» **Directions for this task**
Look through the listing for the word "read". Copy each line that has it.
********************
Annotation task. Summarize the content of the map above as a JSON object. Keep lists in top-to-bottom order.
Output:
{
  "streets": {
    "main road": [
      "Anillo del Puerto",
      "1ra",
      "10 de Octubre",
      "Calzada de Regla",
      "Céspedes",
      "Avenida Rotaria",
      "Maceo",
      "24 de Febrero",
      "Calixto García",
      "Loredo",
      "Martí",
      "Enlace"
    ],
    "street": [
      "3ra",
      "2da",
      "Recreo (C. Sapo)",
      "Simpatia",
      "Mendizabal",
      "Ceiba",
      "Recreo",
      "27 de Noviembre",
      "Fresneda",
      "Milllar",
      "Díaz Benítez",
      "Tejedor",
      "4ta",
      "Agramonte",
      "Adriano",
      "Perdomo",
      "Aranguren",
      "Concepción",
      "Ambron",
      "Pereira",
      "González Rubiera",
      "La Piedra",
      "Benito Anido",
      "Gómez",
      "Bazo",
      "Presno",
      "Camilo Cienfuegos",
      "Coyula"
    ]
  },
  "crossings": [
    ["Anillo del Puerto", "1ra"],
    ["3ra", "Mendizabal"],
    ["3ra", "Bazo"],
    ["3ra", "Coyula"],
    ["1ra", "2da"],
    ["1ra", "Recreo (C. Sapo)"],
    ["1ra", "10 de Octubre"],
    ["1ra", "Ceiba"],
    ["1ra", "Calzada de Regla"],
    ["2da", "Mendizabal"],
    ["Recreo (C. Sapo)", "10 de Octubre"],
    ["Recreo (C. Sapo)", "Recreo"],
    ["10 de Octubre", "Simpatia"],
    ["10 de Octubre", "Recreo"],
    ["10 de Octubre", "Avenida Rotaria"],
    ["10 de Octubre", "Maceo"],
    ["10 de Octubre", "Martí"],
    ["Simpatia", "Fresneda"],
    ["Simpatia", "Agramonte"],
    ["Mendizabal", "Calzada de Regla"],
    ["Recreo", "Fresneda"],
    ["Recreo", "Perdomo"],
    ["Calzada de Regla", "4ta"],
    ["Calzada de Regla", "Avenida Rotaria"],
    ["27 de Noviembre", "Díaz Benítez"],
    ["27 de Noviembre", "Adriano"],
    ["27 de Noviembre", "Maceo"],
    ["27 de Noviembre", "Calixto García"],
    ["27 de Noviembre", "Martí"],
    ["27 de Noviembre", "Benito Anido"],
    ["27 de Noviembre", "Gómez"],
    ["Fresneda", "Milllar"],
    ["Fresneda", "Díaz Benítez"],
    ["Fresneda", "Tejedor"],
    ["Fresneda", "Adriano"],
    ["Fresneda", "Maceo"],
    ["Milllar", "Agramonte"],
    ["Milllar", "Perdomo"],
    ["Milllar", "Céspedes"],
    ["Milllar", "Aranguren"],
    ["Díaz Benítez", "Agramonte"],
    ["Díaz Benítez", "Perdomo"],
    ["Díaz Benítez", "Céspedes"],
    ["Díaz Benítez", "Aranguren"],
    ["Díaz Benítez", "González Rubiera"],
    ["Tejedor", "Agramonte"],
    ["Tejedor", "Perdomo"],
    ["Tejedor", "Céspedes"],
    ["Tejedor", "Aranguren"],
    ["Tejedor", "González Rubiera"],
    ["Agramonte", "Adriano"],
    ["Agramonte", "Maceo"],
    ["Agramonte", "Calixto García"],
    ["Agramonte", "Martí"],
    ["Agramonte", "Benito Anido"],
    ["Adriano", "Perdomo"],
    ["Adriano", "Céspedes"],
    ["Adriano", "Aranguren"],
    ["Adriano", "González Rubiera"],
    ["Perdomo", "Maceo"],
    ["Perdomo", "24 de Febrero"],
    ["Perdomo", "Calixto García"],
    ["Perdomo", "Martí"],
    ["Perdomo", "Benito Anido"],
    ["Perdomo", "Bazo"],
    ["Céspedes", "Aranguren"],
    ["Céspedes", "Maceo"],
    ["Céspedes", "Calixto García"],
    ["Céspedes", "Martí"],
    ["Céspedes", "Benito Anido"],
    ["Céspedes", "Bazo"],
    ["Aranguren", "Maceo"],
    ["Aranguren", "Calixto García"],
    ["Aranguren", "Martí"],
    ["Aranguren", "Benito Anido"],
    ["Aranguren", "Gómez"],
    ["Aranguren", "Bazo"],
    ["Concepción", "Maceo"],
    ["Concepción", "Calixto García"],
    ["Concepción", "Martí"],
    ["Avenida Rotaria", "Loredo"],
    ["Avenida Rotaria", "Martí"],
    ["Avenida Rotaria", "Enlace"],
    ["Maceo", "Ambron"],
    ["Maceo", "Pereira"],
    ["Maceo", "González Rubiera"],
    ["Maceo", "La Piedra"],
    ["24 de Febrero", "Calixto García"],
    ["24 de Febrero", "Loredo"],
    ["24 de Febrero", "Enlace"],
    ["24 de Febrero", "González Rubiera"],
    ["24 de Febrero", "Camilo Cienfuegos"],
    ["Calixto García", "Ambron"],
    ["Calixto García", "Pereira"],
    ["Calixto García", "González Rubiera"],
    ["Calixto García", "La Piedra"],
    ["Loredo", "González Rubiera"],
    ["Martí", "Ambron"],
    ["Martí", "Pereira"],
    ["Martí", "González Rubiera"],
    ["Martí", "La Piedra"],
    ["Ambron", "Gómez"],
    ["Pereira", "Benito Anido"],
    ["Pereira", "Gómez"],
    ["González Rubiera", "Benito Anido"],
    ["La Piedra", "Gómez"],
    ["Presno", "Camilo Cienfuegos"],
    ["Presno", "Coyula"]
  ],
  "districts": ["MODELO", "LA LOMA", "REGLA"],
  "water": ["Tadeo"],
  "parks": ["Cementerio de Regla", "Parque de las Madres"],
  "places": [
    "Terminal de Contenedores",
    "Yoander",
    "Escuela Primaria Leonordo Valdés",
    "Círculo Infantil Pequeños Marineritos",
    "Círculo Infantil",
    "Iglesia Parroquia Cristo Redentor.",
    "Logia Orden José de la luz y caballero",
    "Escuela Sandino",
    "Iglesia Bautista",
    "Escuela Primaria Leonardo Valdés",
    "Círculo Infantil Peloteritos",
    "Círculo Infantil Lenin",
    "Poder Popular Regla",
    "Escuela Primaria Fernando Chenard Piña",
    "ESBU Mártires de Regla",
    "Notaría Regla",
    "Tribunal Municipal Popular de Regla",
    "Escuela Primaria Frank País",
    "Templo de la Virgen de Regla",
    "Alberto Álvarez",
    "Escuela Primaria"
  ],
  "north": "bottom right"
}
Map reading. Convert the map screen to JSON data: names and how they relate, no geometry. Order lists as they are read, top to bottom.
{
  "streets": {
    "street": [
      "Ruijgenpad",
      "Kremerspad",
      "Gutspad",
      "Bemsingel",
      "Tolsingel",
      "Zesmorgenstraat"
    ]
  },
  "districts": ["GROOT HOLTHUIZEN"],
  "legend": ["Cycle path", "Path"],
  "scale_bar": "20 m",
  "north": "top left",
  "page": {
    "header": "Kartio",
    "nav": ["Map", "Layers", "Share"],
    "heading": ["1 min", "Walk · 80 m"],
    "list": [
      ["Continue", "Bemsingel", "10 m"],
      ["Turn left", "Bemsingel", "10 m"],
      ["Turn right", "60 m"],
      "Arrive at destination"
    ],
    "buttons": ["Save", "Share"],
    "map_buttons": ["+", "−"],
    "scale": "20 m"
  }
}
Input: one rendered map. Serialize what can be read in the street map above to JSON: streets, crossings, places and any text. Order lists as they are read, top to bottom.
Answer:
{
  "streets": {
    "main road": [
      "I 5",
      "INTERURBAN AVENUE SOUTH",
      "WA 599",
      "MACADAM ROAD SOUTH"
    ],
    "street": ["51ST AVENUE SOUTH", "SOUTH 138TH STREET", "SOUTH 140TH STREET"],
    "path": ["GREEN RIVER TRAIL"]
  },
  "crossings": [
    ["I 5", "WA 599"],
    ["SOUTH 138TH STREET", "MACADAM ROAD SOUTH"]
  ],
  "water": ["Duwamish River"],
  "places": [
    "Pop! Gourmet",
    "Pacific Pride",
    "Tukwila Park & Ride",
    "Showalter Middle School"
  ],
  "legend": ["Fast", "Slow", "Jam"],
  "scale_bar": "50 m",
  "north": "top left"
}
********************
» **Solution to this problem**
Map reading. Convert the map screen to JSON data: names and how they relate, no geometry. Order lists as they are read, top to bottom.
Input: one rendered map. Serialize what can be read in the street map above to JSON: streets, crossings, places and any text. Order lists as they are read, top to bottom.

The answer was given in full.